Data Processors¶
Overview¶
semantiva.data_processors.data_processors.DataOperation
: transforms datasemantiva.data_processors.data_processors.DataProbe
: inspects/recordssemantiva.data_processors.data_processors.OperationTopologyFactory
and slicing utilitiessemantiva.data_processors.parametric_sweep_factory.ParametricSweepFactory
: generate collections by sweeping parameters usingRangeSpec
,SequenceSpec
, andFromContext
. Supports both product mode (Cartesian combinations, default) and zip mode (element-wise pairing).
Important: All processor parameters must be explicitly declared in the _process_logic
signature.
**kwargs is not allowed for reliable provenance tracking. Each parameter must be individually named
to ensure proper parameter resolution and inspection.
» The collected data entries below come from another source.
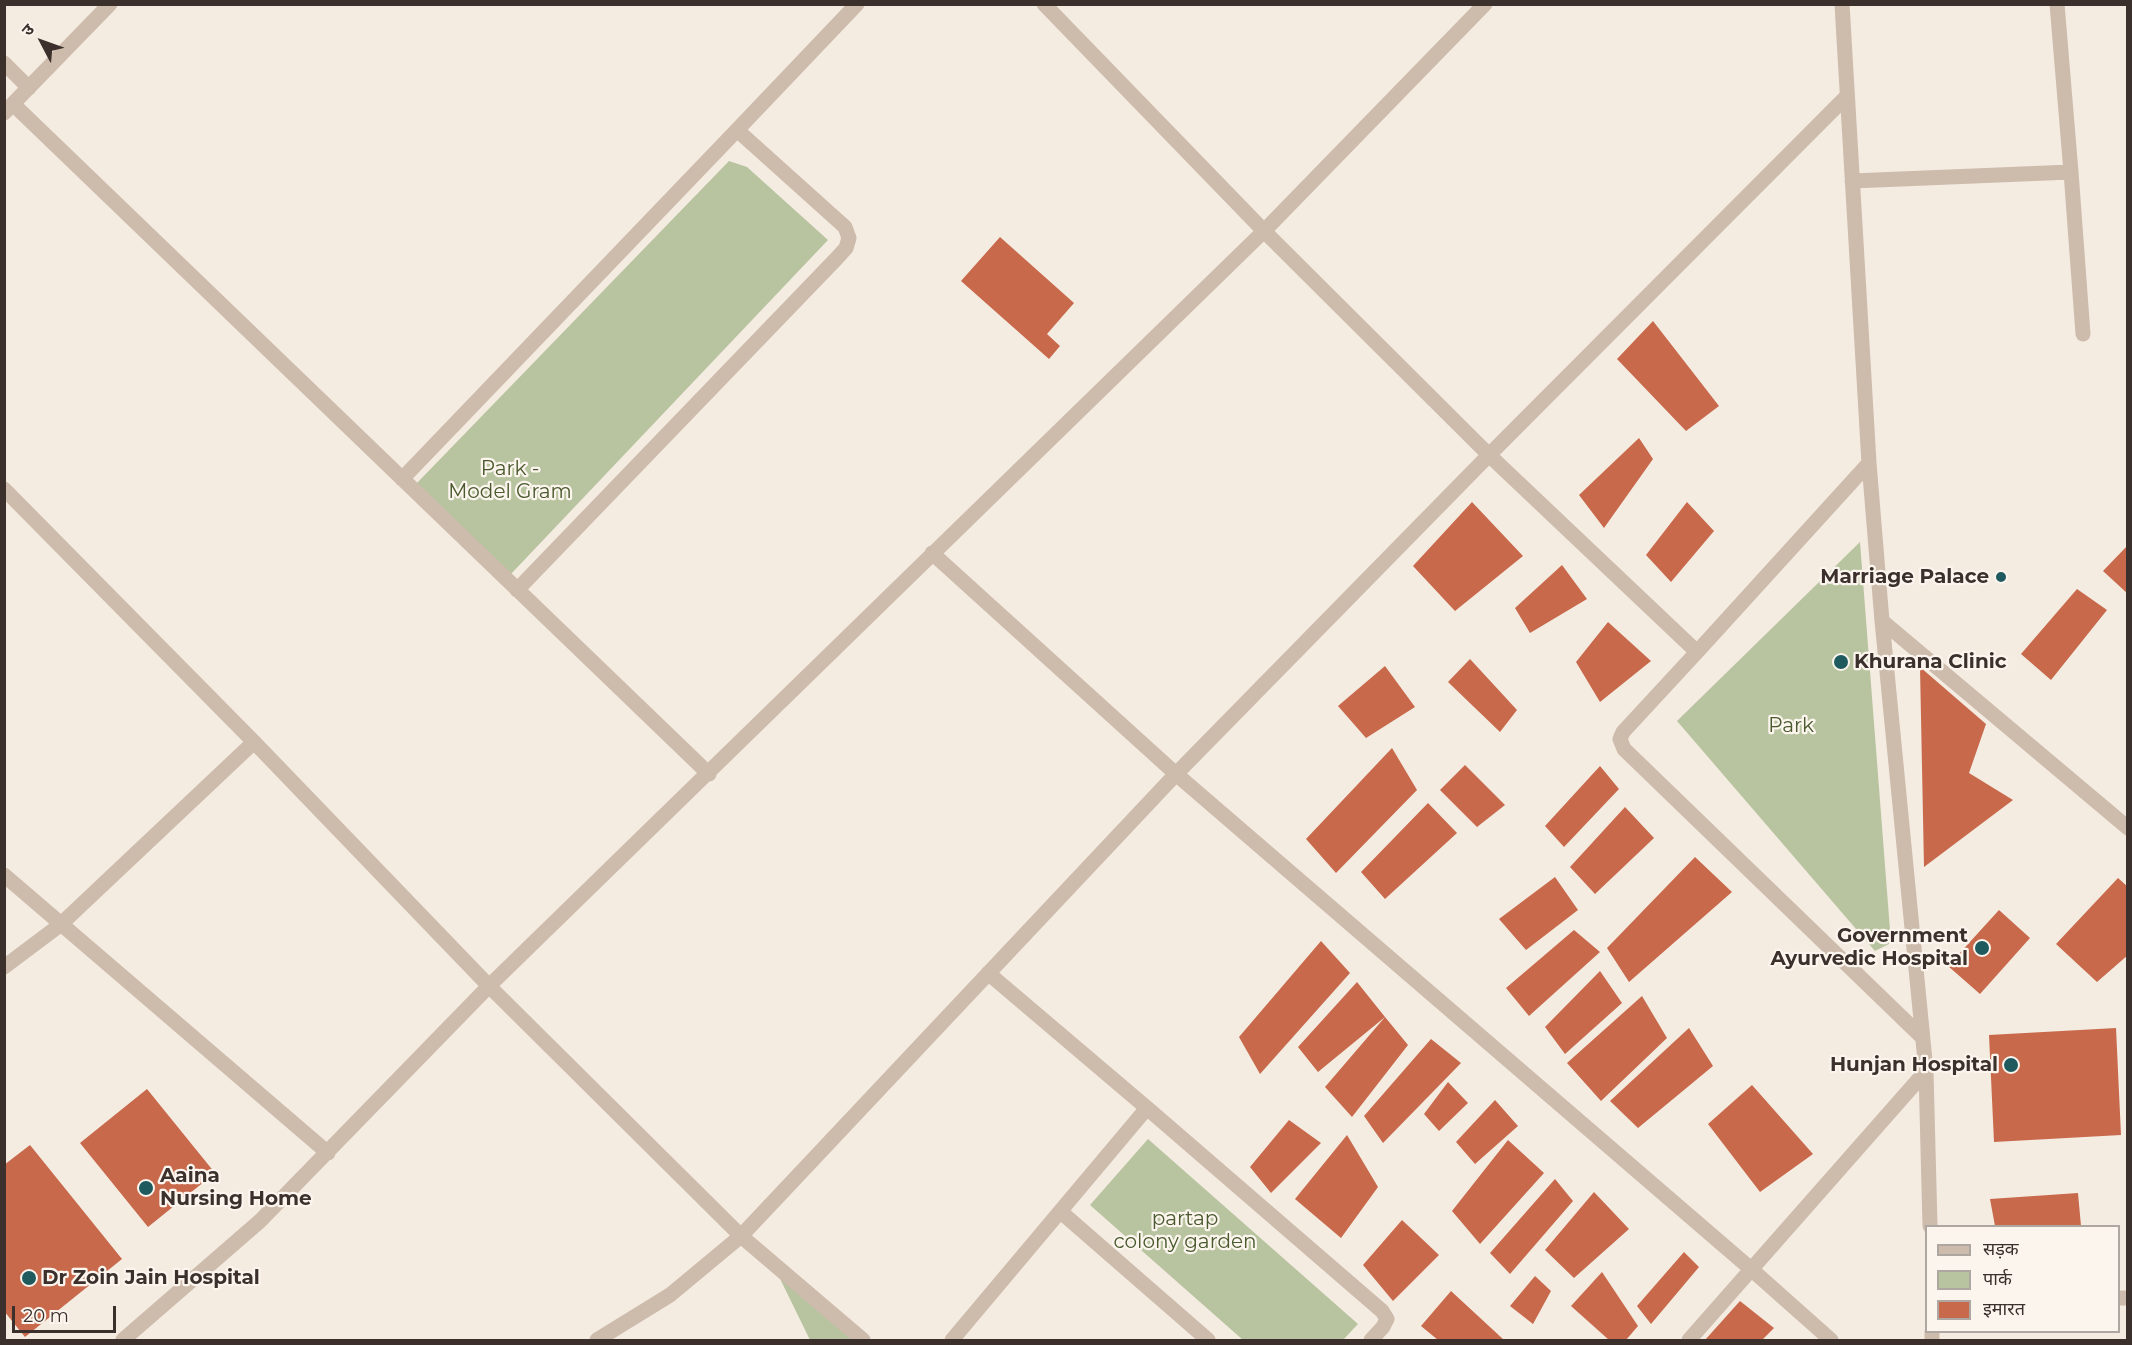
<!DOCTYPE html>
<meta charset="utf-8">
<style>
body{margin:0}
#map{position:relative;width:2132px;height:1345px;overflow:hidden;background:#f4ebe1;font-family:Montserrat,"Noto Sans Devanagari",sans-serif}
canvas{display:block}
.frame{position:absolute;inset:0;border:6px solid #3b302b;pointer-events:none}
.legend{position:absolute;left:1925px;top:1225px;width:195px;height:108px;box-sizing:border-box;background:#fbf5ee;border:2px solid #aea6a0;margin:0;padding:8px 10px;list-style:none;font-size:18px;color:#3b302b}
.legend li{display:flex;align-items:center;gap:12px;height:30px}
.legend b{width:30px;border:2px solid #aea6a0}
.north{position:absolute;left:12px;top:12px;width:60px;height:60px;-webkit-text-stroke:4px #fbf5ee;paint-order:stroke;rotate:311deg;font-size:16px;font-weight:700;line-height:24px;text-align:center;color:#3b302b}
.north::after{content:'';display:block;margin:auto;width:21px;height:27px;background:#3b302b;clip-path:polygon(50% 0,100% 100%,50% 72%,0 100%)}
.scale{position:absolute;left:12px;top:1306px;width:104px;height:27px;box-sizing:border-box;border:3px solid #3b302b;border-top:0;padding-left:8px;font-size:18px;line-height:21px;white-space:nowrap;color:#3b302b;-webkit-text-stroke:4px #fbf5ee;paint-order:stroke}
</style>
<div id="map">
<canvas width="2132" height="1345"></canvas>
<div class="frame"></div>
<ul class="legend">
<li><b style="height:8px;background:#cdbbac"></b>सड़क</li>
<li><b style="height:16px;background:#b8c4a0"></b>पार्क</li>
<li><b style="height:16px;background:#c8694b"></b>इमारत</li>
</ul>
<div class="north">उ</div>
<div class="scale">20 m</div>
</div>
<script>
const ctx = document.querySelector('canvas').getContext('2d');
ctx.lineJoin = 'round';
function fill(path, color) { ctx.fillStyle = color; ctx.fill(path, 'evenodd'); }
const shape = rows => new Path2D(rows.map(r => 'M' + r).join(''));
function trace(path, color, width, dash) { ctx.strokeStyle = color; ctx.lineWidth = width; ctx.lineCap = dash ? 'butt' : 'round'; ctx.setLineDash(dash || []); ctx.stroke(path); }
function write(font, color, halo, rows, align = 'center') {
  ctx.font = font + ' Montserrat,sans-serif'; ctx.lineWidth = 4.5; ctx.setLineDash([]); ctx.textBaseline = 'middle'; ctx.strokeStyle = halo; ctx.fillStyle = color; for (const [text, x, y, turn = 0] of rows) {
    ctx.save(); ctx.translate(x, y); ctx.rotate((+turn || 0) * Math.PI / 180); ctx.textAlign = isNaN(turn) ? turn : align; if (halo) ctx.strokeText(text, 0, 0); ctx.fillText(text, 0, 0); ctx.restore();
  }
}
fill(shape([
 [729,161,747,167,828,240,510,575,416,484],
 [1860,542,1891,943,1875,951,1677,721],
 [1148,1139,1358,1324,1343,1340,1243,1340,1090,1205],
 [766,1250,869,1340,810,1340]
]), '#b8c4a0');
fill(shape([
 [1000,237,1074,303,1047,334,1060,346,1049,359,961,281],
 [1653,321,1719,406,1686,431,1617,359],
 [1639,438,1653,459,1604,528,1579,495],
 [1472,502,1523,556,1455,611,1413,566],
 [1687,502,1714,531,1671,582,1646,555],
 [2128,545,2128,594,2103,571],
 [1562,565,1587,599,1530,633,1515,608],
 [2077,589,2107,610,2051,680,2021,654],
 [1608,622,1651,661,1600,702,1576,662],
 [1470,659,1517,710,1500,732,1448,682],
 [1385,666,1415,707,1366,738,1338,706],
 [1920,667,1986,724,1969,773,2013,800,1924,867],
 [1392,748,1417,790,1336,873,1306,839],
 [1465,765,1505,805,1477,827,1440,790],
 [1600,766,1619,789,1564,847,1545,826],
 [1428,803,1457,833,1385,899,1361,872],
 [1625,807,1654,838,1595,894,1570,867],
 [1695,857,1732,892,1629,982,1607,948],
 [1555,877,1578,910,1526,950,1499,919],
 [2118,878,2128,887,2128,955,2097,982,2056,944],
 [1999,910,2030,938,1980,994,1948,966],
 [1574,930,1600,952,1529,1016,1506,988],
 [1321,941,1350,973,1260,1074,1239,1037],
 [1600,971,1622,1003,1565,1054,1545,1027],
 [1357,982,1385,1017,1318,1072,1298,1047],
 [1642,996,1667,1038,1601,1101,1567,1063],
 [1385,1017,1408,1045,1352,1117,1325,1087],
 [1689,1028,1713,1066,1638,1128,1610,1101],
 [2116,1028,2121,1135,1994,1142,1989,1035],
 [1431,1039,1461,1063,1383,1143,1364,1116],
 [1448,1082,1468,1103,1439,1131,1424,1114],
 [1752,1085,1813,1154,1760,1192,1708,1124],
 [147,1089,215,1173,148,1227,80,1143],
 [1495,1100,1518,1126,1475,1164,1456,1142],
 [1289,1120,1321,1143,1271,1193,1250,1167],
 [1347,1135,1378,1187,1341,1238,1295,1199],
 [1508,1140,1544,1173,1480,1244,1452,1211],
 [30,1145,122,1259,25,1337,4,1311,4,1165],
 [1555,1179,1573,1201,1510,1274,1490,1253],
 [1594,1192,1629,1229,1574,1278,1545,1250],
 [2078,1193,2081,1226,1995,1226,1990,1199],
 [1402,1220,1439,1255,1393,1301,1363,1265],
 [1684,1252,1699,1267,1651,1324,1637,1306],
 [1602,1272,1638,1326,1626,1340,1609,1340,1571,1306],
 [1535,1276,1551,1291,1533,1324,1510,1306],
 [1451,1291,1504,1340,1438,1340,1421,1326],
 [1740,1301,1774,1328,1762,1340,1705,1340]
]), '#c8694b');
trace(shape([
 [1044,4,1264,231,1489,455,1697,652,1623,732,1620,739,1624,749,1922,1037],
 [1842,4,1869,463,1882,621,1926,1071,1930,1226],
 [4,63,29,88],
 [13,104,709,774],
 [4,113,110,4],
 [737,130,857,4],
 [2071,172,2083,334],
 [1852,181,2071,172,2057,4],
 [402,479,737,130,845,227,849,238,846,248,837,258,517,590],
 [4,489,254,742,489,986,741,1236,863,1340],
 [932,553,1176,774,1751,1269,1831,1340],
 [1882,621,2128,828],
 [1697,652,1869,463],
 [4,875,328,1153],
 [4,967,60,925,254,742],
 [1147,1108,1382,1311,1387,1319,1383,1327,1371,1340],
 [1061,1212,1208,1340],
 [2118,1298,2128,1298],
 [123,1340,260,1221,489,986,1264,231,1485,4],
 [597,1340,670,1295,741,1236,1176,774,1489,455,1847,96],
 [952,1340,1147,1108,988,973],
 [1689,1340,1926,1071],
 [1932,1340,1932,1332]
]), '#cdbbac', 15);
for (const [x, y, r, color] of [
 [2001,577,6,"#1f5a5e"],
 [1841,662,8,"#1f5a5e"],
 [1982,948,8,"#1f5a5e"],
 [2011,1065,8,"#1f5a5e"],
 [146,1188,8,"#1f5a5e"],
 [29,1278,8,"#1f5a5e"]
]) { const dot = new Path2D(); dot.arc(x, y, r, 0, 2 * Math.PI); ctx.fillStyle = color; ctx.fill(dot); trace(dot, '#fbf5ee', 2); }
write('20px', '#4a5a2e', '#fbf5ee', [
 ["Park -",510,469],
 ["Model Gram",510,492],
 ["Park",1791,726],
 ["partap",1185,1219],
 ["colony garden",1185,1242]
]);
write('bold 20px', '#3b302b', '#fbf5ee', [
 ["Marriage Palace",1989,577],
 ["Khurana Clinic",1854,662,"left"],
 ["Government",1968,936],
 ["Ayurvedic Hospital",1968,959],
 ["Hunjan Hospital",1998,1065],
 ["Aaina",160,1176,"left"],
 ["Nursing Home",160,1199,"left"],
 ["Dr Zoin Jain Hospital",42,1278,"left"]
], 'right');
</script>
Parameter Validation Examples¶
Valid Parameter Patterns¶
from semantiva.data_processors import DataOperation
class ValidProcessor(DataOperation):
def _process_logic(self, data, factor: float, threshold: float = 0.5):
# ✅ All parameters explicitly declared
return data.apply_transformation(factor, threshold)
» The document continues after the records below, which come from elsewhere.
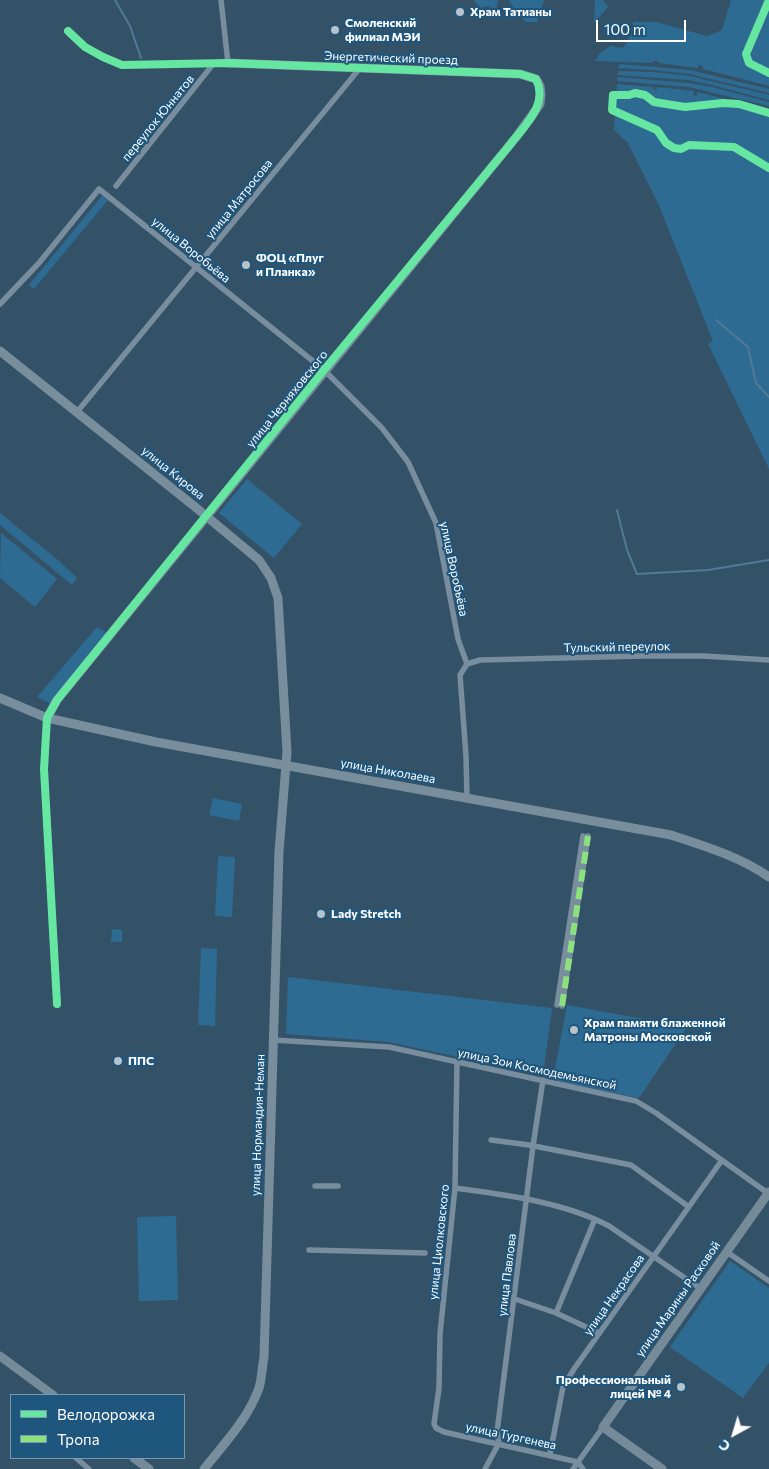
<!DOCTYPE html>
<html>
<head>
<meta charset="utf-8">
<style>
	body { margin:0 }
	#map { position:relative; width:769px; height:1469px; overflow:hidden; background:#345267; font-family:Commissioner,sans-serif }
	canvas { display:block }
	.legend { position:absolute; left:10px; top:1394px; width:175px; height:65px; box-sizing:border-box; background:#1e567d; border:1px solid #789ab1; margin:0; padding:6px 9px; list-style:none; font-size:15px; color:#fff }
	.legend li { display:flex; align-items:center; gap:10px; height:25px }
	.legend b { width:25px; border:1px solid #789ab1 }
	.north { position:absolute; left:709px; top:1409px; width:50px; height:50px; -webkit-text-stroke:4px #1e567d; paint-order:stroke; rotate:219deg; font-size:14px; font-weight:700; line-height:20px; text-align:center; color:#fff }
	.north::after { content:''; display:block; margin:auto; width:18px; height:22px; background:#fff; clip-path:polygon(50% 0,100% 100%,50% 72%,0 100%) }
	.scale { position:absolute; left:596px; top:20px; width:90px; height:22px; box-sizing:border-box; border:2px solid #fff; border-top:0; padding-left:6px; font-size:15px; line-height:18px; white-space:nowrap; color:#fff; -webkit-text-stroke:4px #1e567d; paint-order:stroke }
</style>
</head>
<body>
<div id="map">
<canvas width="769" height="1469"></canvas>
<ul class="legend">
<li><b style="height:6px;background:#66e7a1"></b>Велодорожка</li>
<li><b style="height:6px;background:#8de07e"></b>Тропа</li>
</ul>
<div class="north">С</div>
<div class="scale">100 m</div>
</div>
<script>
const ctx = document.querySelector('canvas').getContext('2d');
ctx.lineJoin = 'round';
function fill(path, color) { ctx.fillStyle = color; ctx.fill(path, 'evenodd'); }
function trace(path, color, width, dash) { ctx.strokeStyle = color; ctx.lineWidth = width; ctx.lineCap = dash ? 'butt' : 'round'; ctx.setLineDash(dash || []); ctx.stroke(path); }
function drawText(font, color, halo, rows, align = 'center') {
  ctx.font = font + ' Commissioner,sans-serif'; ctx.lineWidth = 4; ctx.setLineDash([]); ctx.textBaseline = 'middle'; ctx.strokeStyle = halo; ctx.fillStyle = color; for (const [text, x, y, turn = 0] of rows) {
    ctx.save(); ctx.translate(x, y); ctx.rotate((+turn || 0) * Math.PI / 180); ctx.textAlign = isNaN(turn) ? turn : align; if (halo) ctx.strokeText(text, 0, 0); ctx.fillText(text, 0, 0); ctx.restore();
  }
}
fill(new Path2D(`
	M 474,0 L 498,0 L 496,10 L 488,6 L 479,8 Z
	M 509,0 L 544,0 L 537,22 L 526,22 L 517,14 Z
	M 595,0 L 603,0 L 608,7 L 594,23 Z
	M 731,0 L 769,0 L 769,86 L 703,69 L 703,66 L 699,65 L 698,68 L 659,63 L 658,61 L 653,61 L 653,63 L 595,61 L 599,54 L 610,46 L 623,48 L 632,34 L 633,22 L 656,22 L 707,36 L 722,30 Z
	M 619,64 L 690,70 L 769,89 L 769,93 L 690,74 L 653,70 L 618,68 Z
	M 618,71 L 653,72 L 690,76 L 769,95 L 769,100 L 712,85 L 689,80 L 618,75 Z
	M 617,77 L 689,83 L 712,87 L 769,102 L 769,106 L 689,87 L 617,81 Z
	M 617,84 L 653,87 L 653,89 L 657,90 L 657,87 L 694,91 L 693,95 L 697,96 L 697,92 L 769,110 L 769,469 L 708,344 L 713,341 L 658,203 L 628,143 L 614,130 Z
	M 102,196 L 108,200 L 34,289 L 29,285 Z
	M 247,479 L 302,524 L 274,558 L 219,513 Z
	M 0,513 L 58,560 L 77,578 L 72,585 L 0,525 Z
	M 1,533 L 57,579 L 35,607 L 0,578 Z
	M 97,627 L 107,633 L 51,704 L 37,697 Z
	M 213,798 L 242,804 L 239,821 L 209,815 Z
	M 218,856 L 235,857 L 232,917 L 215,916 Z
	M 112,929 L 122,930 L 122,942 L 111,942 Z
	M 201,948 L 217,949 L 215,1026 L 198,1025 Z
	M 288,977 L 552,1008 L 543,1075 L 388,1042 L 286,1034 Z
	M 567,1005 L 687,1027 L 639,1098 L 553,1080 Z
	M 176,1216 L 178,1300 L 139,1301 L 137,1217 Z
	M 730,1261 L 769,1288 L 769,1363 L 743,1398 L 670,1347 Z`), '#2e6b93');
trace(new Path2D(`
	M 115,0 L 130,26 L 141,58
	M 716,320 L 748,347 L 756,383 L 769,397
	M 617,510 L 627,550 L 637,574 L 708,570 L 769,560`), '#517a95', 2);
trace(new Path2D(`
	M 68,31 L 85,47 L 103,57 L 122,65 L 228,63 L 221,0
	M 116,186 L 214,63
	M 0,304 L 39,263 L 99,189 L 324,370 L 382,428 L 408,462 L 436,523 L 458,639 L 467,664 L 460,675 L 466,756 L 467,797
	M 77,412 L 360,68
	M 467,664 L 480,660 L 644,656 L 703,656 L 769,660
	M 47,718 L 44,769 L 57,1004
	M 557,1005 L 583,836
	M 562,1006 L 588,836
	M 273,1040 L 389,1047 L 636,1101 L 656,1113 L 769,1194
	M 457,1061 L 455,1188 L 440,1334 L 439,1388 L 434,1424 L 436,1428 L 444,1432 L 578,1462 L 583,1469
	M 491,1140 L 529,1145 L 631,1165 L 689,1207
	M 315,1186 L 338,1186
	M 455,1188 C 506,1195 564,1202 609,1226 L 701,1289
	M 309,1250 L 425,1253
	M 727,1252 L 769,1281
	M 515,1299 L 556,1313 L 599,1333
	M 556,1313 L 595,1219
	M 550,1454 L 563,1387 L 574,1369 L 722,1160
	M 76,1458 L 89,1469
	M 485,1469 L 499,1443 L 497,1432 L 533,1146 L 543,1080
	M 573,1469 L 603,1427`), '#788e9e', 5.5);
trace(new Path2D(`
	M 47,718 L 57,700 L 517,136 L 540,104 L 541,94 L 540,86 L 536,79 L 520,74 L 228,63
	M 0,1356 L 53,1395
	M 134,1458 L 149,1469
	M 662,1469 L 603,1427 L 769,1192`), '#758b9a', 9);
trace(new Path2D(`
	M 0,351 L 194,506 L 259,560 L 271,578 L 278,598 L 287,752 L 279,852 L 264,1357 C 262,1367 262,1378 259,1388 C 248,1419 224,1444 204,1469
	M 0,698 L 47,718 L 156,742 L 671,835 C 705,846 740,857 769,877`), '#788e9d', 9);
trace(new Path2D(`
	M 562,1006 L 588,836`), '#8de07e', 6, [12, 6]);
trace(new Path2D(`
	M 769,0 L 746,54 L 749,63 L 769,73
	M 769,113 L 739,104 L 723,103 L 685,107 L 654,102 L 645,95 L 635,93 L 629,95 L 613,95 L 612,110 L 657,130 L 666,143 L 674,148 L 681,149 L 689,145 L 734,147 L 769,168
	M 57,1004 L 44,769 L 47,718 L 57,700 L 324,370 L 509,146 C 524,126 549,105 536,79 L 520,74 L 228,63 L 122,65 L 103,57 L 85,47 L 68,31`), '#66e7a1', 8);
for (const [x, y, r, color] of [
	[460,12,5,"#b8c2ca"],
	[335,30,5,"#b8c2ca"],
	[246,265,5,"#b8c2ca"],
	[321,914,5,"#b8c2ca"],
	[574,1030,5,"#b8c2ca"],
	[118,1061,5,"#b8c2ca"],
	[681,1387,5,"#b8c2ca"]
]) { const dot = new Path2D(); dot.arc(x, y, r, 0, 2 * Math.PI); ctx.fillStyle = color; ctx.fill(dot); trace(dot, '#1e567d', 2); }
drawText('bold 12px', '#fff', '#1e567d', [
	["Храм Татианы",470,12],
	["Смоленский",345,23],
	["филиал МЭИ",345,37],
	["ФОЦ «Плуг",256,258],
	["и Планка»",256,272],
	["Lady Stretch",331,914],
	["Храм памяти блаженной",584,1023],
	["Матроны Московской",584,1037],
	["ППС",128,1061],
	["Профессиональный",671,1380,"right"],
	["лицей № 4",671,1394,"right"]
], 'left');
drawText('12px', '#fff', '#1e567d', [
	["Энергетический проезд",391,58,2],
	["переулок Юннатов",158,118,-51],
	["улица Матросова",239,199,-51],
	["улица Воробьёва",191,250,39],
	["улица Черняховского",287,399,-51],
	["улица Кирова",173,473,39],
	["улица Воробьёва",454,569,78],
	["Тульский переулок",617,647,-1],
	["улица Николаева",388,771,10],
	["улица Зои Космодемьянской",537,1069,12],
	["улица Нормандия-Неман",258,1125,-88],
	["улица Циолковского",439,1242,-84],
	["улица Павлова",507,1275,-83],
	["улица Некрасова",614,1295,-55],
	["улица Марины Расковой",678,1299,-55],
	["улица Тургенева",511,1436,12]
]);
</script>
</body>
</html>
Invalid Parameter Patterns (Rejected)¶
# ❌ This will raise ValueError during introspection
class InvalidProcessor(DataOperation):
def _process_logic(self, data, **kwargs):
# This pattern is rejected for provenance reliability
pass
Exception: Parametric Sweep Processors¶
Only certain factory-generated processors are allowed to use **kwargs:
# ✅ This is allowed - generated by ParametricSweepFactory
class ParametricSweepSomeProcessor(DataOperation):
def _process_logic(self, data, **kwargs):
# This works because class name contains "ParametricSweep"
pass
Examples¶
Parametric Sweep Specifications¶
The ParametricSweepFactory
uses typed variable specifications for maximum flexibility and clarity:
RangeSpec: Numeric Ranges
Define numeric ranges with precise control over scaling and endpoints:
from semantiva.data_processors.parametric_sweep_factory import RangeSpec
# Linear range with endpoint included (default)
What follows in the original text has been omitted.